WORK REQUIRED: Copy all lines below containing "summary".

Stored data entries
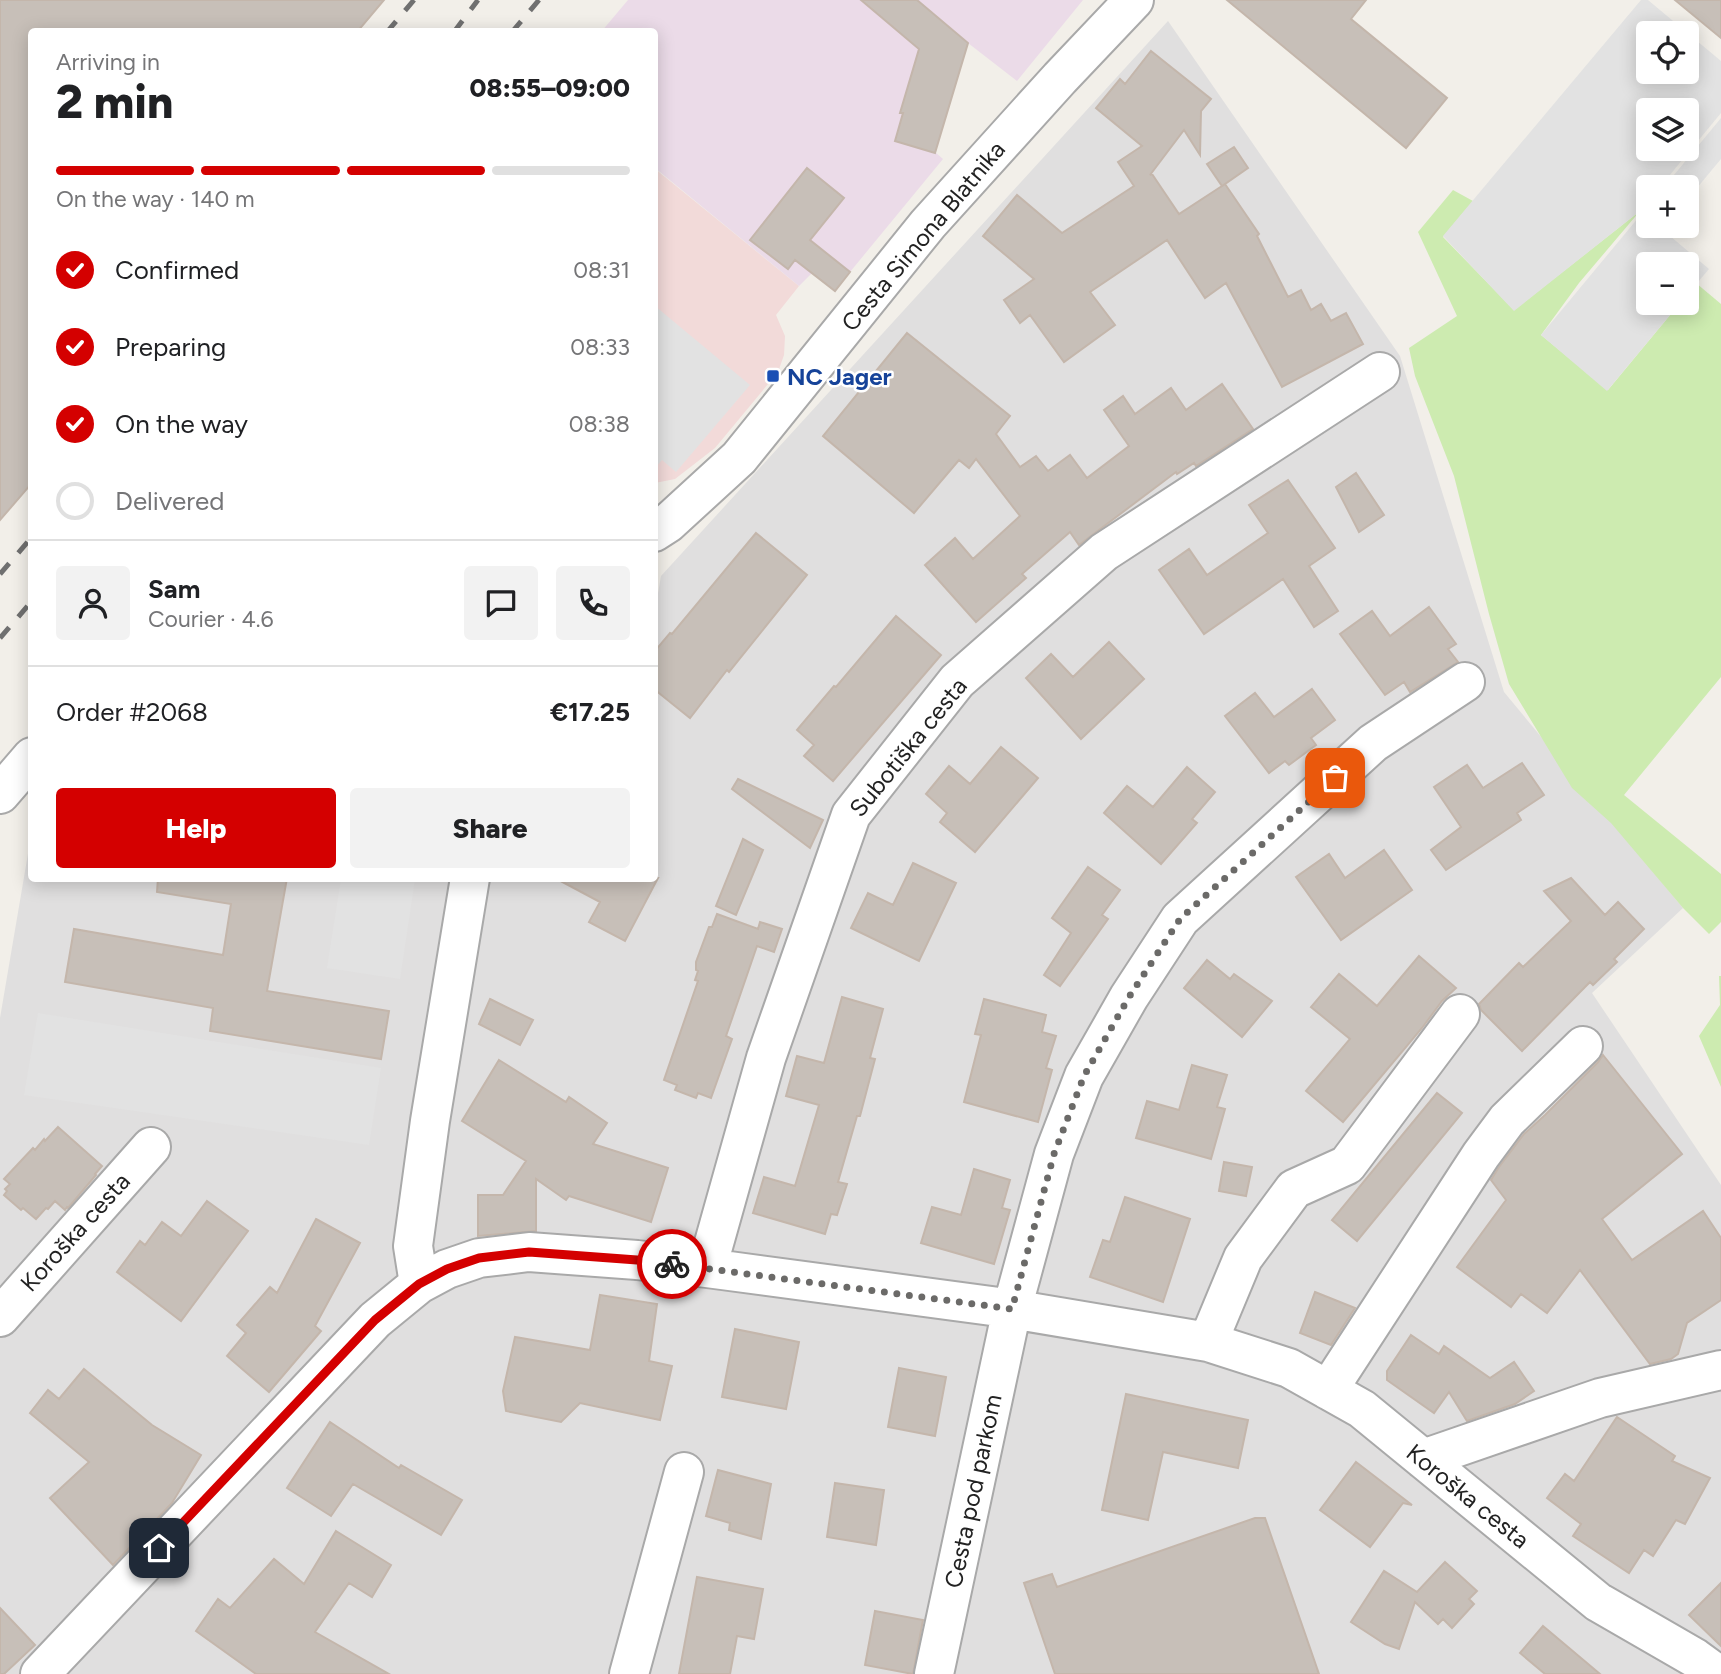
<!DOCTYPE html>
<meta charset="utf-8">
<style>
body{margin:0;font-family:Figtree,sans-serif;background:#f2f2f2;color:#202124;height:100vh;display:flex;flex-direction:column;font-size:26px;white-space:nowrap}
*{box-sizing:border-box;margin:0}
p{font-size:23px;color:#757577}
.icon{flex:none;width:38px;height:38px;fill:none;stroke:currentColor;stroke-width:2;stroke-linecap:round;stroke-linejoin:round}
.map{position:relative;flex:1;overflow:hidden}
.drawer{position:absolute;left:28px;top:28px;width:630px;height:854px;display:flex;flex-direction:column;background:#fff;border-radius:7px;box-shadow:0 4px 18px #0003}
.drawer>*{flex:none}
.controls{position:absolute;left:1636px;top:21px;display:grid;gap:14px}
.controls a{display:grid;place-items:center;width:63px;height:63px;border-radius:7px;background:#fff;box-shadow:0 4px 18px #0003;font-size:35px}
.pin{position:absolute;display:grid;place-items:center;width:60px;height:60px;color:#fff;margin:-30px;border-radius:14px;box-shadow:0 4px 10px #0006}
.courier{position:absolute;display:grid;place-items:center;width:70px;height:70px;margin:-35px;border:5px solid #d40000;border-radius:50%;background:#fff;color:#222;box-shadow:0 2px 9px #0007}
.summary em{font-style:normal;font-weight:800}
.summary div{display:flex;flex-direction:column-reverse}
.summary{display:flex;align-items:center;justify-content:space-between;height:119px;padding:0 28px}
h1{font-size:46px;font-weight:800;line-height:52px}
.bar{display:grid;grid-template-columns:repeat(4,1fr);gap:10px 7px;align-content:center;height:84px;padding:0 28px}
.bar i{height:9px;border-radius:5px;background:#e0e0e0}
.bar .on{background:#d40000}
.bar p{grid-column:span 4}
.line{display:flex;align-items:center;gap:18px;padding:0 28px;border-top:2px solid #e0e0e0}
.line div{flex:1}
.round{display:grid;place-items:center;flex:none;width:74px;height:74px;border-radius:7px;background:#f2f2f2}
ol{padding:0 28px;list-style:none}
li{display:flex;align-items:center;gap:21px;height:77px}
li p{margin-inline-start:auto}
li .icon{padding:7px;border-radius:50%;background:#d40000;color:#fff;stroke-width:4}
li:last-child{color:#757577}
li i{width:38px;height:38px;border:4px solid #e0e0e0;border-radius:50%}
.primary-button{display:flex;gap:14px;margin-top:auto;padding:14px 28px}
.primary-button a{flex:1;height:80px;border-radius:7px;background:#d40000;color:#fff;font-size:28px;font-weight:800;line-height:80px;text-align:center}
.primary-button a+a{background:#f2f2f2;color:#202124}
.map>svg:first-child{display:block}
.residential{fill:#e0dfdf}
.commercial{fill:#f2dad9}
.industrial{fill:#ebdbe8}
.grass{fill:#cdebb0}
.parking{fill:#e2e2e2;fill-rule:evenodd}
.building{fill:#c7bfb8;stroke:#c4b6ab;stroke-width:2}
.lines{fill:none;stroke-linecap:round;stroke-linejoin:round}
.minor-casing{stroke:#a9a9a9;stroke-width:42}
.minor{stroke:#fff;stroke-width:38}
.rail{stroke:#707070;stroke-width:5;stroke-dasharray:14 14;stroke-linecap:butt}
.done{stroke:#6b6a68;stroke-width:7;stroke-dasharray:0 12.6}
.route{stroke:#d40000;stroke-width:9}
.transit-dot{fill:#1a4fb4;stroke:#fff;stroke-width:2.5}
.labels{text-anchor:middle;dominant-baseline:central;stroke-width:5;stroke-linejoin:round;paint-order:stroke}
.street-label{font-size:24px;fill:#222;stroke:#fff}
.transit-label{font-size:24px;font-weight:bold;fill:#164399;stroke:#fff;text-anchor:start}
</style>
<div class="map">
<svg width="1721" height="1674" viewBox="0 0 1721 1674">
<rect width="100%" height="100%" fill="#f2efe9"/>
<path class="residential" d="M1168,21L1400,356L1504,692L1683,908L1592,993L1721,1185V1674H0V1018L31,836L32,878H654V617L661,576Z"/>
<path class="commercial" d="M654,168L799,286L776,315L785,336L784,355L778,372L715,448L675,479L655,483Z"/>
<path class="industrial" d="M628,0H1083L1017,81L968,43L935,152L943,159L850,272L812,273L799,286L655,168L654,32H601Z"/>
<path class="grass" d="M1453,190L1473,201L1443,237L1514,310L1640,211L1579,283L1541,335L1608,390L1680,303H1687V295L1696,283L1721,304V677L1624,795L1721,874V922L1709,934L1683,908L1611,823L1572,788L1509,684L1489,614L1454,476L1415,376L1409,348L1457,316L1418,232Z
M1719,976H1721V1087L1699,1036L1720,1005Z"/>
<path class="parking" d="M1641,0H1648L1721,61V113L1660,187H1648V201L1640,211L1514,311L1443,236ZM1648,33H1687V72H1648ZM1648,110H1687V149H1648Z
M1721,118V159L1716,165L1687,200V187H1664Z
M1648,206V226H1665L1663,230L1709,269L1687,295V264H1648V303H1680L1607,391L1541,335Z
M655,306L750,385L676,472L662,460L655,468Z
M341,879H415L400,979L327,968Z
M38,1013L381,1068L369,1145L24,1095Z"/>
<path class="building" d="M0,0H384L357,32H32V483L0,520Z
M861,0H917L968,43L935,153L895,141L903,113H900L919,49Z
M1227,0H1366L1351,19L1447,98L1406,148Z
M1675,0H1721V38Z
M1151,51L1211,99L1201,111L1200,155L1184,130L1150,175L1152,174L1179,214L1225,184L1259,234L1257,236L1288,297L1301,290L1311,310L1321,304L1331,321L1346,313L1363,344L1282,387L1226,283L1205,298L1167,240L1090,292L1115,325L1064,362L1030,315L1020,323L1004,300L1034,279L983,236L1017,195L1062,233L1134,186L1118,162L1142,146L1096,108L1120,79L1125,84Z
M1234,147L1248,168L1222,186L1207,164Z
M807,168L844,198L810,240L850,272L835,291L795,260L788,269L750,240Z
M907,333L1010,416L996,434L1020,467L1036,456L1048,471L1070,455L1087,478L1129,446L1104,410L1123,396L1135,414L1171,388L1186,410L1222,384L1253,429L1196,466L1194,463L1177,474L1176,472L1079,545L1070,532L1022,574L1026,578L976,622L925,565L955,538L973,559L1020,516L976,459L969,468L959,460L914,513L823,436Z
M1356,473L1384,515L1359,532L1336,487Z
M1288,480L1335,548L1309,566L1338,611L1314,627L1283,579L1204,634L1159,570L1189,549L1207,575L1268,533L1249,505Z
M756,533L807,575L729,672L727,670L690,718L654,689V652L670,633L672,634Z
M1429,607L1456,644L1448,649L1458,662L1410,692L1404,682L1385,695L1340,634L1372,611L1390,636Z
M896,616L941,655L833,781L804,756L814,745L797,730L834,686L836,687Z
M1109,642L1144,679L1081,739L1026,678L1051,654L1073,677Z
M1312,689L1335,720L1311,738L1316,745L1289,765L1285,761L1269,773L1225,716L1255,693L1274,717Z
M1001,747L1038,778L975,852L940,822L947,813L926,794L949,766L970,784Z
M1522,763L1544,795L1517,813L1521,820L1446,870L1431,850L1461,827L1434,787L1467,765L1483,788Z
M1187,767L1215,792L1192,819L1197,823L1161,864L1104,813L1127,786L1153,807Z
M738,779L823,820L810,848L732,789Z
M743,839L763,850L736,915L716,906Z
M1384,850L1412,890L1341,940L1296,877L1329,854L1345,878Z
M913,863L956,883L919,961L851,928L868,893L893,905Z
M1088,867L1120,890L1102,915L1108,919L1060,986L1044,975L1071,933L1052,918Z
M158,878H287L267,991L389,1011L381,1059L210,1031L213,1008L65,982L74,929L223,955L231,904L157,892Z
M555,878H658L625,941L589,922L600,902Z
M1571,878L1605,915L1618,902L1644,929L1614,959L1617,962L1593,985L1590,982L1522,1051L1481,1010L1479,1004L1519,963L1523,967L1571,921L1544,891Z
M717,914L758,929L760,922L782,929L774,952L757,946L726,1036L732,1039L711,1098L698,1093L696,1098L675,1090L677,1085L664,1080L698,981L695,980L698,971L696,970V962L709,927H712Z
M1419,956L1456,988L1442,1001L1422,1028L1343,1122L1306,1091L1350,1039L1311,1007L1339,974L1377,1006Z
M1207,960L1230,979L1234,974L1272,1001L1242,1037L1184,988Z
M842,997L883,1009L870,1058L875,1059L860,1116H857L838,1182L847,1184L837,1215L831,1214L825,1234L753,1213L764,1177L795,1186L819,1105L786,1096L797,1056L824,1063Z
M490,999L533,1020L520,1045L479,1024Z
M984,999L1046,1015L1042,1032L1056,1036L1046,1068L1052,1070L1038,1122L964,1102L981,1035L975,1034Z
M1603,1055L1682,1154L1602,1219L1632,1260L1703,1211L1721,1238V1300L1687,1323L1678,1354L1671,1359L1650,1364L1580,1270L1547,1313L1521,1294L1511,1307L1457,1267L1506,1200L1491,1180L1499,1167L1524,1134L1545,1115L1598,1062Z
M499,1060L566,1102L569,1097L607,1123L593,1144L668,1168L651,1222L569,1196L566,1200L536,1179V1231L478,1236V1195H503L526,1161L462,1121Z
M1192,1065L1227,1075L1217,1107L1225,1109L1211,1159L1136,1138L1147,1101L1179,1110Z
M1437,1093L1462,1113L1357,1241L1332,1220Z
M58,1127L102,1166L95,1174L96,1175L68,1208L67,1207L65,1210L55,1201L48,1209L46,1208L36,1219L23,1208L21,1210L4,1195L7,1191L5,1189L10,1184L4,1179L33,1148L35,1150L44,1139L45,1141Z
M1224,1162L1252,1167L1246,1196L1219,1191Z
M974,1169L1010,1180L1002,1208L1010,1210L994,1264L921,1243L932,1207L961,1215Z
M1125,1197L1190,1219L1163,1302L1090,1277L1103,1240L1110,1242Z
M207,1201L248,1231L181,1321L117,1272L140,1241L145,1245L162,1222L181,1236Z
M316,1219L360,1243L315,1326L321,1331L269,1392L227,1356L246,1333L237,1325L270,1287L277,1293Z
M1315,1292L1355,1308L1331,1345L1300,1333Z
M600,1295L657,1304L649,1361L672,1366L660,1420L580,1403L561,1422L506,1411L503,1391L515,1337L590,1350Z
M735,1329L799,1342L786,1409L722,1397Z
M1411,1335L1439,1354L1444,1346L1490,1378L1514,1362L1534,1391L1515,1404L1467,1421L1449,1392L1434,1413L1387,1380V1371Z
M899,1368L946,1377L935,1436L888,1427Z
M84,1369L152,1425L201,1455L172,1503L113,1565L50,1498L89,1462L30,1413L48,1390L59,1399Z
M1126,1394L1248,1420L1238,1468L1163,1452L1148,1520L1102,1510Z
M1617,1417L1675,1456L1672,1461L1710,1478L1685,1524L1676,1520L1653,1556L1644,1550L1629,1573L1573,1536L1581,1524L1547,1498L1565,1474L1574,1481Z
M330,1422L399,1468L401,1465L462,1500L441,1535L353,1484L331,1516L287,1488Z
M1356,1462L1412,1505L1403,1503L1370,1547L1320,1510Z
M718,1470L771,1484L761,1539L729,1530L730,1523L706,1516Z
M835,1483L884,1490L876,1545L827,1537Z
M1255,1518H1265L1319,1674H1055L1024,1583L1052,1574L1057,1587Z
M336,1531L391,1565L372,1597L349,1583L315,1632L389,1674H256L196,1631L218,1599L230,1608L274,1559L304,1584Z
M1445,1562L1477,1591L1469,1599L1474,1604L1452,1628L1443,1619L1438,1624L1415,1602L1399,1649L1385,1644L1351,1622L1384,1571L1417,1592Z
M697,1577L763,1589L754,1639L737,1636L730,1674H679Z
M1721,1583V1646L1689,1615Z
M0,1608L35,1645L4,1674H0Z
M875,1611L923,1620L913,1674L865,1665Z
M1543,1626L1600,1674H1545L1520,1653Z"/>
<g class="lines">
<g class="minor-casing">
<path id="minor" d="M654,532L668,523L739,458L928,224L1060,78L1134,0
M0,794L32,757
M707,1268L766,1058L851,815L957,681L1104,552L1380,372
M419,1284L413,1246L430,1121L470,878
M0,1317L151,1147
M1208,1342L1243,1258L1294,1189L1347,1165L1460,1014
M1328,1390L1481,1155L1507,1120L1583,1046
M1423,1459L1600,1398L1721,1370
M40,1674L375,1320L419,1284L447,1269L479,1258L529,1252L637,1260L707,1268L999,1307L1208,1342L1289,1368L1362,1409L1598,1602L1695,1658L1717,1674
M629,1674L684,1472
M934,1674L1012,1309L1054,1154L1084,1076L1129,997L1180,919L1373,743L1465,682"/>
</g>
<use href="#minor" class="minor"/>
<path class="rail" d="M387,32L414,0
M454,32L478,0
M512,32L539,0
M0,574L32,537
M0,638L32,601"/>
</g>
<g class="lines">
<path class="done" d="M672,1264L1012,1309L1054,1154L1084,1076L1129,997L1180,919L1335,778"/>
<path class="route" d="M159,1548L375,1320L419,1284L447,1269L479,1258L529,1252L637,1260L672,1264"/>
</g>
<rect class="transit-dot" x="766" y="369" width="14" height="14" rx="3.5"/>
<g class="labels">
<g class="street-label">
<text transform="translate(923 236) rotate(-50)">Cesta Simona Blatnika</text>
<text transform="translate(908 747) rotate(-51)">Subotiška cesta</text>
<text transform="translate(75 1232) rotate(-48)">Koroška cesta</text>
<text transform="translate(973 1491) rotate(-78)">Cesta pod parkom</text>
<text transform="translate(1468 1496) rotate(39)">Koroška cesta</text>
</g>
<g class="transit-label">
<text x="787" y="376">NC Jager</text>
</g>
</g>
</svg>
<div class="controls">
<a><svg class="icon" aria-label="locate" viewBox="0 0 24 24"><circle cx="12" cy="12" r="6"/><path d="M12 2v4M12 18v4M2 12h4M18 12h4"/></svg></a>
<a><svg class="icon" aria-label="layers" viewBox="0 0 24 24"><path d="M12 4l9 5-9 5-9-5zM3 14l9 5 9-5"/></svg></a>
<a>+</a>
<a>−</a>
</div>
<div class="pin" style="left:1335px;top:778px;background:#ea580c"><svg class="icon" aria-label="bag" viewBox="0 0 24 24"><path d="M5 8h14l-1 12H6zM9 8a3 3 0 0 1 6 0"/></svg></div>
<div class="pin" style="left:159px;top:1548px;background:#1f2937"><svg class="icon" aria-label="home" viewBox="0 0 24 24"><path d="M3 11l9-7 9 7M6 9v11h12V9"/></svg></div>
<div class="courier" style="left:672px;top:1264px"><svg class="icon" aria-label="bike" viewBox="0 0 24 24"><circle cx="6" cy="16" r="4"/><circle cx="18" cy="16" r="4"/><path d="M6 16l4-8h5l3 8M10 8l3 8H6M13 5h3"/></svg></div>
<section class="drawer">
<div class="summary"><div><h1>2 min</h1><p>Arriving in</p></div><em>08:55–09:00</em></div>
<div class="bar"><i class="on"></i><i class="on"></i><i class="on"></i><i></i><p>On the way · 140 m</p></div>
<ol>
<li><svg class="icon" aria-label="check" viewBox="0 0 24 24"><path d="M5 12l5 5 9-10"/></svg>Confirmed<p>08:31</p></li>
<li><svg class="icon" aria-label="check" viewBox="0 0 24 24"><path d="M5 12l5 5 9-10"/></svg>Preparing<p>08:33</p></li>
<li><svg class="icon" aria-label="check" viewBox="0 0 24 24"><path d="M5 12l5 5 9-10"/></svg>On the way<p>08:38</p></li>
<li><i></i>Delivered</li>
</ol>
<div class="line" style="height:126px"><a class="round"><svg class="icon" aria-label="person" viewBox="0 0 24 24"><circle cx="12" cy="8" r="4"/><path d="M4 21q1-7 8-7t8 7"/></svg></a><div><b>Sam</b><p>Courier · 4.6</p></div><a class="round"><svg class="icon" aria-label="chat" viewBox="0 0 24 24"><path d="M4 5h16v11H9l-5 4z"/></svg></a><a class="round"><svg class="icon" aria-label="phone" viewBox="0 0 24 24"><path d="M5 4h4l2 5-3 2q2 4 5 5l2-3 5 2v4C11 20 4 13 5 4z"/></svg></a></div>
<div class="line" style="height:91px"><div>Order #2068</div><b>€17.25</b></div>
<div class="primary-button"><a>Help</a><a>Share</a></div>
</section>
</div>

WRITTEN ANSWER:
.summary em{font-style:normal;font-weight:800}
.summary div{display:flex;flex-direction:column-reverse}
.summary{display:flex;align-items:center;justify-content:space-between;height:119px;padding:0 28px}
<div class="summary"><div><h1>2 min</h1><p>Arriving in</p></div><em>08:55–09:00</em></div>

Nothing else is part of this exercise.